### Task requirements:
Only the lines from the one that contains "right</b><p>Rahway Avenue</p></div><em>130 m</em></li>" to the end of the material below are wanted, each duplicated exactly.

### Material for this task:
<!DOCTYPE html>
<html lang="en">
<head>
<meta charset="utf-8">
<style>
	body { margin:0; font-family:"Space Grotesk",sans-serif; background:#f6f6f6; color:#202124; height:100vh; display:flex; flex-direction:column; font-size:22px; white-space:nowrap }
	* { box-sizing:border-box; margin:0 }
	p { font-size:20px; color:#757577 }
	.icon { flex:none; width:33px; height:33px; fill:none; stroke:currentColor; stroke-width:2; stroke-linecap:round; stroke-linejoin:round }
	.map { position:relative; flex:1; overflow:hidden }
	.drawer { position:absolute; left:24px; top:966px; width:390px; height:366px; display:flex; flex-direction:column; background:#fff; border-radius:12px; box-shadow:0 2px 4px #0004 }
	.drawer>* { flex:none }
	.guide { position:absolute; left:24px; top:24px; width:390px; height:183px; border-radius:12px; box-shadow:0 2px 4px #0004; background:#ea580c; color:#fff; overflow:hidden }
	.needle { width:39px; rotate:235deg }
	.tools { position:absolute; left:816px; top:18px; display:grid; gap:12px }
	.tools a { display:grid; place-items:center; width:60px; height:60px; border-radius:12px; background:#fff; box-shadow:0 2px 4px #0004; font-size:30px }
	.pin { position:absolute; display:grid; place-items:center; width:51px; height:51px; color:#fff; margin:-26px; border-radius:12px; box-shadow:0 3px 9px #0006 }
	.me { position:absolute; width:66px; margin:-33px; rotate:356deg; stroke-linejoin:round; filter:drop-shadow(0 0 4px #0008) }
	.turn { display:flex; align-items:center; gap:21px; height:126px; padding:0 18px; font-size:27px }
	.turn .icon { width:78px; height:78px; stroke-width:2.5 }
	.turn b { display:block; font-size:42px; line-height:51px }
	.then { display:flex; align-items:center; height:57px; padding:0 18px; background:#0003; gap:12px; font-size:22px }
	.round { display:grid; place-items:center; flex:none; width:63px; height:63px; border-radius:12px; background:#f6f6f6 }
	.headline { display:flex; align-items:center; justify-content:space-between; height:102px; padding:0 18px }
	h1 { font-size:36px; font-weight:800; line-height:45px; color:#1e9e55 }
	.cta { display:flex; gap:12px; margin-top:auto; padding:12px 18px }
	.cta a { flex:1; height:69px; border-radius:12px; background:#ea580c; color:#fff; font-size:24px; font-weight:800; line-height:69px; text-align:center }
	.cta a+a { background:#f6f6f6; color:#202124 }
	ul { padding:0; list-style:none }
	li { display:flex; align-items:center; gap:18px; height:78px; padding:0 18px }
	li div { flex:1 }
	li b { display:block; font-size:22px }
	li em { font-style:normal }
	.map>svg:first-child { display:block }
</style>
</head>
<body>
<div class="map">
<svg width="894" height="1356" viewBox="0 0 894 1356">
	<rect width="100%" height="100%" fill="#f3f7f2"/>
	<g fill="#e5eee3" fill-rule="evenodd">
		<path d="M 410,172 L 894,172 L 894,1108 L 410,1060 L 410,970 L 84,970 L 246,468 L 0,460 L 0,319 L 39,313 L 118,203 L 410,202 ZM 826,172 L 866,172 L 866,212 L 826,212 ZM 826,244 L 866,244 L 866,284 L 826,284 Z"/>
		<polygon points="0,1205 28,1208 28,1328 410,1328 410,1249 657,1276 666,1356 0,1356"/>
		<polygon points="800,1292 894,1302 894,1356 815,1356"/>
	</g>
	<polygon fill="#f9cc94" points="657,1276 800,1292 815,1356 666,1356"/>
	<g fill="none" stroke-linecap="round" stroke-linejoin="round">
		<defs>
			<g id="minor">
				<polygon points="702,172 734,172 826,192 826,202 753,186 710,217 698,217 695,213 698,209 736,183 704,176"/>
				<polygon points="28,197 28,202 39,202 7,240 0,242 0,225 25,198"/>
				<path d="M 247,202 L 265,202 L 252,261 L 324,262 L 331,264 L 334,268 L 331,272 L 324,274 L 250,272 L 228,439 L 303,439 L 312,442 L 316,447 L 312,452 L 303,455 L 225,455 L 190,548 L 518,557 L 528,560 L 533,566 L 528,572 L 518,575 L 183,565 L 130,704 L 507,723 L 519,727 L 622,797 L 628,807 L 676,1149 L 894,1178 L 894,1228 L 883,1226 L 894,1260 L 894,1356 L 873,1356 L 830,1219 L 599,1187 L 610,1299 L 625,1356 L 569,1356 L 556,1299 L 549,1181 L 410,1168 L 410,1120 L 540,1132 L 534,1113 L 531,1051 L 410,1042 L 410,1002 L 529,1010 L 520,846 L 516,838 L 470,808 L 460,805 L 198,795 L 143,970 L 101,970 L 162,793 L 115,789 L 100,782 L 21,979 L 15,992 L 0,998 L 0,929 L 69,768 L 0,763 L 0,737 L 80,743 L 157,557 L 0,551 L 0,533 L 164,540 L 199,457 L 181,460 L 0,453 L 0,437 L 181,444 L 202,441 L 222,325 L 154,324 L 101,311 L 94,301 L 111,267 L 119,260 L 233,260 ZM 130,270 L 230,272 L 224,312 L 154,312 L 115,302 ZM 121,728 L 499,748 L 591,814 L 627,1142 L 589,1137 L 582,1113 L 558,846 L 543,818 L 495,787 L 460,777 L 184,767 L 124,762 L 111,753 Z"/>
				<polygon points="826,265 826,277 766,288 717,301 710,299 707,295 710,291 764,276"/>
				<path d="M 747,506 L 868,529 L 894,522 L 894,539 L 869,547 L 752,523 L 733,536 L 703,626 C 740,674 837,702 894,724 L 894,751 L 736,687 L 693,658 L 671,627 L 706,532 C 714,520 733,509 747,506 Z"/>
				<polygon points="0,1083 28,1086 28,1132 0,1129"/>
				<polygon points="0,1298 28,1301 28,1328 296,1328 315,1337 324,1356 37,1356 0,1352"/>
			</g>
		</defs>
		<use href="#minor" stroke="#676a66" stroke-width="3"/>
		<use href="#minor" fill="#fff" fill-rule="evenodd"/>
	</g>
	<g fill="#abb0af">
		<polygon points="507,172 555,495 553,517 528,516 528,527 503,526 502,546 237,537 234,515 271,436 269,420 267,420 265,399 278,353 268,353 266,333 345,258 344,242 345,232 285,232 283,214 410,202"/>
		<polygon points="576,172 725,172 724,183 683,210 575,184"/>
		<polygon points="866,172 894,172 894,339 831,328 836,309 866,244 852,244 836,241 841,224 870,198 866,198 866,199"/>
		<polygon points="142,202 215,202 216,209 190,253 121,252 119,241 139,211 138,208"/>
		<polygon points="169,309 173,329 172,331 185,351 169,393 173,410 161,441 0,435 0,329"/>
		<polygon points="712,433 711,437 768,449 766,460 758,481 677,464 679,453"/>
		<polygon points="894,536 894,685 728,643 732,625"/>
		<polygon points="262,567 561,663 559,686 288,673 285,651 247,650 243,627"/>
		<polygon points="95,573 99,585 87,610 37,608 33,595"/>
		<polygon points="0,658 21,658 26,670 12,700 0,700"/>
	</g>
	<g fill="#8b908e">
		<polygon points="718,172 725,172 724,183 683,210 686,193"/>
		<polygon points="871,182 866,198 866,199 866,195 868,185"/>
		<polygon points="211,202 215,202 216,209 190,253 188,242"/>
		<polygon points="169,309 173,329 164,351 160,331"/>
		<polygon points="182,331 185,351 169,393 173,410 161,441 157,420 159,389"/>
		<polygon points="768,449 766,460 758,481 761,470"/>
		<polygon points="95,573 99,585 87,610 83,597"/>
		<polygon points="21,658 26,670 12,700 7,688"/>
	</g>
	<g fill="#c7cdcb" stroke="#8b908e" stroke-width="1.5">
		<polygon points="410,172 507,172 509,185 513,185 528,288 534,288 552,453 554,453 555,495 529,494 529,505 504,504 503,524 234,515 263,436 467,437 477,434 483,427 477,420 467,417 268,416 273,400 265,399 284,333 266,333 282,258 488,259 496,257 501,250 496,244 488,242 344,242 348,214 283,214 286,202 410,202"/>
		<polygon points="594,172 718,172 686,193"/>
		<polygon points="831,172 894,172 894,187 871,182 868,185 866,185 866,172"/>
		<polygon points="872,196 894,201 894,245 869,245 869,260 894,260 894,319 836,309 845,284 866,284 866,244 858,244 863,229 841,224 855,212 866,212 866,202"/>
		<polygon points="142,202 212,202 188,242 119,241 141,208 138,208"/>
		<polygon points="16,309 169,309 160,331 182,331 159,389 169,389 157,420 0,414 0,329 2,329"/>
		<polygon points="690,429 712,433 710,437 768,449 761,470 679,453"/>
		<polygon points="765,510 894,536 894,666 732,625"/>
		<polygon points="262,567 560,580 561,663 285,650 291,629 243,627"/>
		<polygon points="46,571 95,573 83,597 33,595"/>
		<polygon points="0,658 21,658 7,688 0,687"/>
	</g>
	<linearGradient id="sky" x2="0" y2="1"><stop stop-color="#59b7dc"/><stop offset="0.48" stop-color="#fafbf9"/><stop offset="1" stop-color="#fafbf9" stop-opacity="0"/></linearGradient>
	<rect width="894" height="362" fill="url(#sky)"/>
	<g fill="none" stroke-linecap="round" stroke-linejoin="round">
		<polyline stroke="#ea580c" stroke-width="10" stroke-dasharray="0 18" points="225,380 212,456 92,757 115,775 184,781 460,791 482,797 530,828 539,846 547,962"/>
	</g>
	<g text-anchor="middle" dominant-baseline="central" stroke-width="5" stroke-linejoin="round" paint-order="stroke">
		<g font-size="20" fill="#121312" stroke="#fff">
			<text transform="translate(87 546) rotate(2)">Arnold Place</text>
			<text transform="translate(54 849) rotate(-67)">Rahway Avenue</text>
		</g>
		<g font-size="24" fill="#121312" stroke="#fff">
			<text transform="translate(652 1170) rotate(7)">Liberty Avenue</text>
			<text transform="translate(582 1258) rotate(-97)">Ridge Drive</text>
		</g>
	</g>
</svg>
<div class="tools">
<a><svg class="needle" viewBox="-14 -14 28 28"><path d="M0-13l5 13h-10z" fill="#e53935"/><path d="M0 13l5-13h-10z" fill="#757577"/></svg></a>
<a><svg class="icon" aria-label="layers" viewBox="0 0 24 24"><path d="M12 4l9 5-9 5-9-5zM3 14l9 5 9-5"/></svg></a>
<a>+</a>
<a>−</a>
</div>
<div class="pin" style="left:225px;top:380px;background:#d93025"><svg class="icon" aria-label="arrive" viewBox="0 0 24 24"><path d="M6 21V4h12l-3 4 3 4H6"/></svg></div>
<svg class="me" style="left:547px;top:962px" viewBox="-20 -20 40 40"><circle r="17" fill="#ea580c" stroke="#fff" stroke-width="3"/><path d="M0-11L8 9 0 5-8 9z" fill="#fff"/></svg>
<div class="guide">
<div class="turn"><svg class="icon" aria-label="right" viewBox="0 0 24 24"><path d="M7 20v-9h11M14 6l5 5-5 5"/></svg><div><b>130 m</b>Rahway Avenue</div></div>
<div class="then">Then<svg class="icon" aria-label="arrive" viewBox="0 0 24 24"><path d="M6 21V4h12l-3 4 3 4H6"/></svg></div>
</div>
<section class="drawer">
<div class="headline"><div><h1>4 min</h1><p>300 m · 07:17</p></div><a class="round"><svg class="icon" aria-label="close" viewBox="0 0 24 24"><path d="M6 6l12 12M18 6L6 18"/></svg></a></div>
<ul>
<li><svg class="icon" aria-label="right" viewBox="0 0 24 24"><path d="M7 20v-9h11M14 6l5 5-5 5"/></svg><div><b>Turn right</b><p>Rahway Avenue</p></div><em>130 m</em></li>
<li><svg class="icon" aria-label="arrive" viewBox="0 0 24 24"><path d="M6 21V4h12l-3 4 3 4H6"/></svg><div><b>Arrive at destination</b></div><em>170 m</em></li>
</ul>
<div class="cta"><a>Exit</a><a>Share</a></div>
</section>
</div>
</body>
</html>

### Answer box:
<li><svg class="icon" aria-label="right" viewBox="0 0 24 24"><path d="M7 20v-9h11M14 6l5 5-5 5"/></svg><div><b>Turn right</b><p>Rahway Avenue</p></div><em>130 m</em></li>
<li><svg class="icon" aria-label="arrive" viewBox="0 0 24 24"><path d="M6 21V4h12l-3 4 3 4H6"/></svg><div><b>Arrive at destination</b></div><em>170 m</em></li>
</ul>
<div class="cta"><a>Exit</a><a>Share</a></div>
</section>
</div>
</body>
</html>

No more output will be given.